Shapiro: The way the internet has affected audiences. Channel 9 in the ’80s used to get about a 50 share on its 10 p.m. newscast [meaning half the households in the Denver market tuned in]. That’s incredible. Now, you’re lucky if you get a six or seven share. I don’t think the stories are all that different. We still try to give people information about their communities in a way that’s understandable and compelling.
Benemann: Local news didn’t just sit back and watch social media explode. Gary’s station was the blueprint in this market for how to be part of that. Now, all the stations have aggressive websites and are figuring out ways to monetize the eyeballs that visit those websites.

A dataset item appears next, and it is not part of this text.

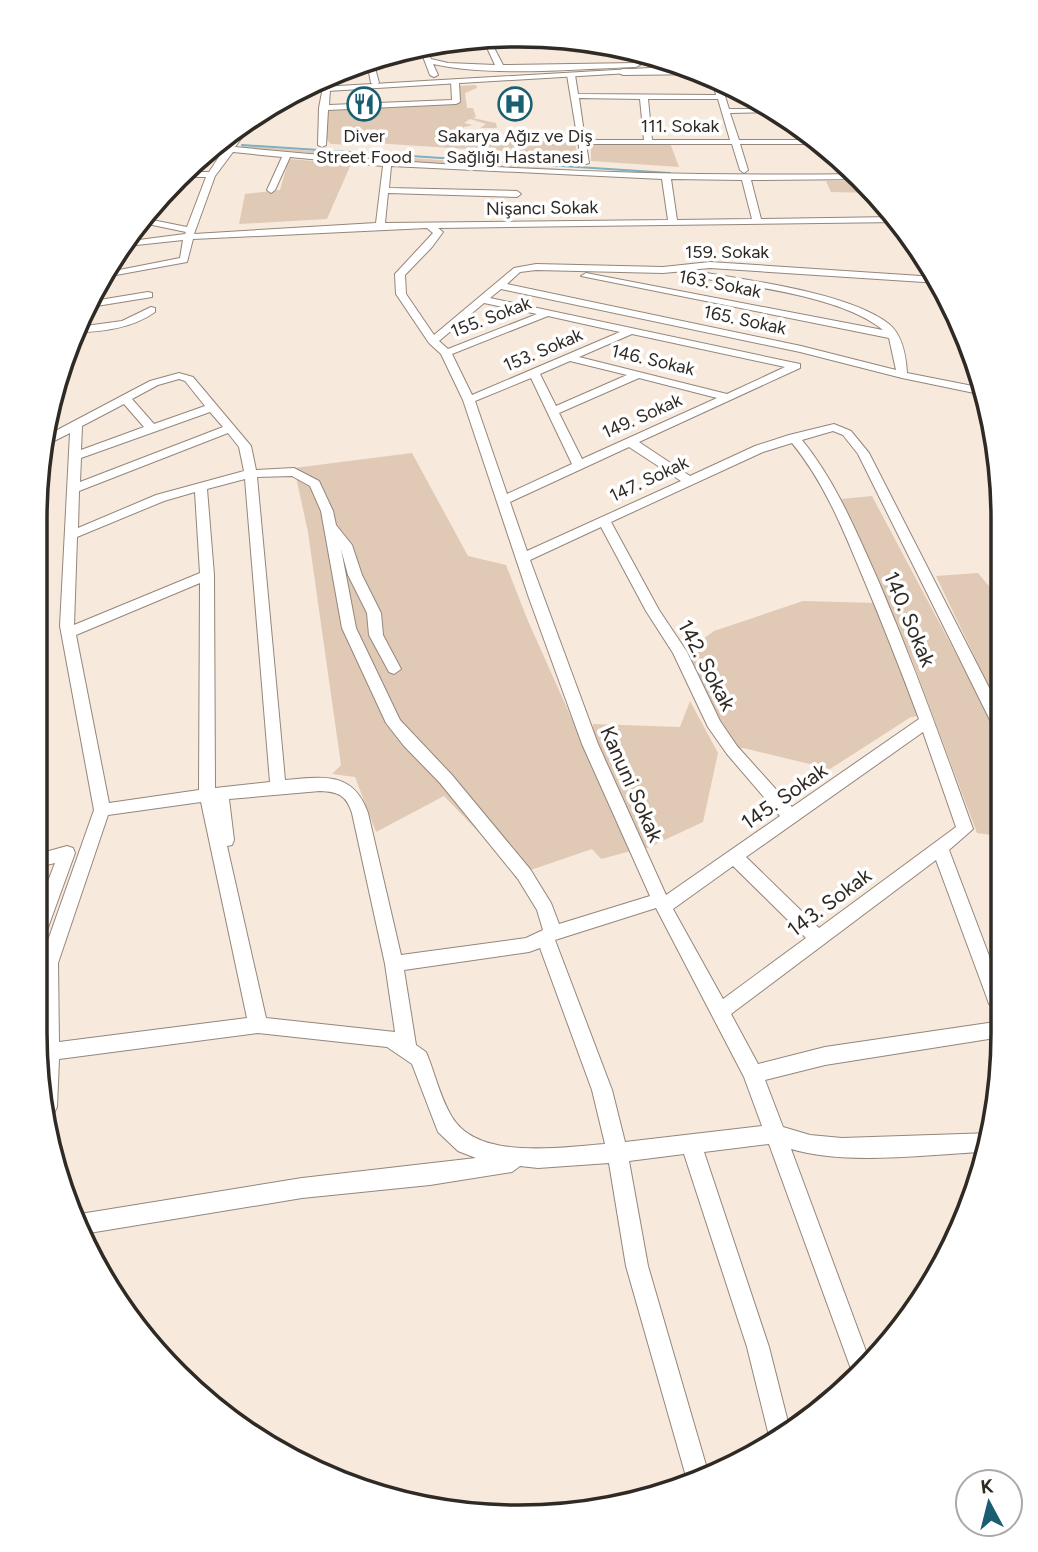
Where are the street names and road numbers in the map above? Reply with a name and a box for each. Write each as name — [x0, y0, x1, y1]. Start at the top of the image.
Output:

Anchorman lampooned the idea of TV newspeople being icons, but what’s it really like being a local celebrity?
Shapiro: Jim is more of a celebrity than I am, so I’ll let him talk about that.
Benemann: I do get recognized, but I am at a point in my life, 66 years old, where people say, “God, I remember when I was a toddler, my mom and dad used to watch you.” It’s a smack in the face that we’ve been at this for a long time.
Shapiro: I decided I wasn’t going to take myself too seriously after a guy came up to me and said, “I recognize you.” I said, “Channel 9?” And he goes, “No, that’s not it. You ever work at the meatpacking plant?”
What was the biggest story you covered?
Shapiro: In 1986, I went to Florida to do a piece on these great kids from Colorado who had won a contest to watch the Challenger space shuttle take off. We all know what happened to Challenger.
Benemann: The one that was such a game changer for our society and our community was the Columbine High School shooting. Sadly, that was just the tip of the iceberg.
Benemann: No. I think the most important emotion I have as I move toward the door is gratitude.
Shapiro: I remember when I started on 9News Mornings, I thought I’d give it a year or two. Thirty-three years later, I still enjoy doing it. Although I am going to enjoy sleeping in.